Gail Geer, the manager of Smith's apartment building, received calls from people inquiring about the cat's well-being. She was off-put by the apparent concern for the cat over the death of Smith, saying: "I was so concerned about her. I was trying to rationalize the whole thing. Then you have people call you out of the blue and ask about the cat ... It just kind of throws you off a little. It kind of shows you the way the world is getting."

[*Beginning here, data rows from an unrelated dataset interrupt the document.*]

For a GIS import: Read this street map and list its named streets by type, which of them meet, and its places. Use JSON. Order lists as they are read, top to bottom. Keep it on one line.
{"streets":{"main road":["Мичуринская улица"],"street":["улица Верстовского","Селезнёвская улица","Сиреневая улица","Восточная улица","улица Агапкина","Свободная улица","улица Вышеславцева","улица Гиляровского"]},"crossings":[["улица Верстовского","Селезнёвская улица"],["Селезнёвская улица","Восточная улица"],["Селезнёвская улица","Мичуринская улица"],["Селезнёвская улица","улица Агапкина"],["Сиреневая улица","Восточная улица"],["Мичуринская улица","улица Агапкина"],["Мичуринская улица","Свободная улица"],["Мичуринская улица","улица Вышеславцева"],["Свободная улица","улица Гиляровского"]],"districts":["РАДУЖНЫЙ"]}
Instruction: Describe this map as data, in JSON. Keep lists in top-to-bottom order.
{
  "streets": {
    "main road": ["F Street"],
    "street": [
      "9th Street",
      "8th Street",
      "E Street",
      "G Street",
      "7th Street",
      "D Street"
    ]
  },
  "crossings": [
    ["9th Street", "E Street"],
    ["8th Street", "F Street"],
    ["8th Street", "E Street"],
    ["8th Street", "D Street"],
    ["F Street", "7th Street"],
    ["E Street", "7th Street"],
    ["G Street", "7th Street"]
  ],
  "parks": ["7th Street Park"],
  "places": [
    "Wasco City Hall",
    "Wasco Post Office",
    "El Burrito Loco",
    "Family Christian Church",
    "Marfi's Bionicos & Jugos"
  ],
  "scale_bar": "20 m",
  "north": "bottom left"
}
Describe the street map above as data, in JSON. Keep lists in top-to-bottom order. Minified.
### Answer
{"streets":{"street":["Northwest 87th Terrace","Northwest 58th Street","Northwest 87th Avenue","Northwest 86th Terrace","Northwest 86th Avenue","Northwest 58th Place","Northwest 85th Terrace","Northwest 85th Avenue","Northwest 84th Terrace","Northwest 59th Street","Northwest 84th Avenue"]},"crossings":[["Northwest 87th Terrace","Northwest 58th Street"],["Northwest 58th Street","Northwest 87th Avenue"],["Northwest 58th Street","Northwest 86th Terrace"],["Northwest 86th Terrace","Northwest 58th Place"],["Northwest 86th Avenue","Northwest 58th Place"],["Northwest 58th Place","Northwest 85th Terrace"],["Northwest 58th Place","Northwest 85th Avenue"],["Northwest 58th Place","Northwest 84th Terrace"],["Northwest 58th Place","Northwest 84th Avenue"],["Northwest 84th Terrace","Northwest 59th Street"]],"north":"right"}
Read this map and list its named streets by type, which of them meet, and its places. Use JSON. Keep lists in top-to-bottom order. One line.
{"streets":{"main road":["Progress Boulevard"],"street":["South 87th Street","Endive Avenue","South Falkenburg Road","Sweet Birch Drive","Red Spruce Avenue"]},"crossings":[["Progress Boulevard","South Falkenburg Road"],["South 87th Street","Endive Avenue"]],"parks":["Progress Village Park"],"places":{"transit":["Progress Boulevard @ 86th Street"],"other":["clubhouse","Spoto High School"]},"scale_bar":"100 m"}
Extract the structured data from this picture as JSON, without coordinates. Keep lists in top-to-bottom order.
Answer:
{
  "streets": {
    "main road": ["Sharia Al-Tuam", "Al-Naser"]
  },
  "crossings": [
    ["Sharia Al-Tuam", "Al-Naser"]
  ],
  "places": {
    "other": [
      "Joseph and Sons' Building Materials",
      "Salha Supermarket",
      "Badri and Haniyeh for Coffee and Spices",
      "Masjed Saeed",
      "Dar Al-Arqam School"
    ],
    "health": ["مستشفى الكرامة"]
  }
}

Sgt. David Lerwick called the calls "bizarre". After receiving an inquiry from a London newspaper, Lerwick remarked: "Who cares about the cat? You've got some woman who lost her life" and added that there were "... witnesses and sworn officers, who, I'm sure are traumatized. I don't understand why the cat...".

Inquiries also demonstrated sympathy for both Smith and the cat, as stated by the Oregon Veterinary Specialty Clinic dog and cat internist Robert Franklin who argued that "worrying about the woman at this point ... What good is that gonna do? She's dead. The cat still alive." He also mentioned that the outpouring of public concern was due to the fact that many people consider cats as part of their family. "So when you see something like this ... they worry whether the cat will be taken care of."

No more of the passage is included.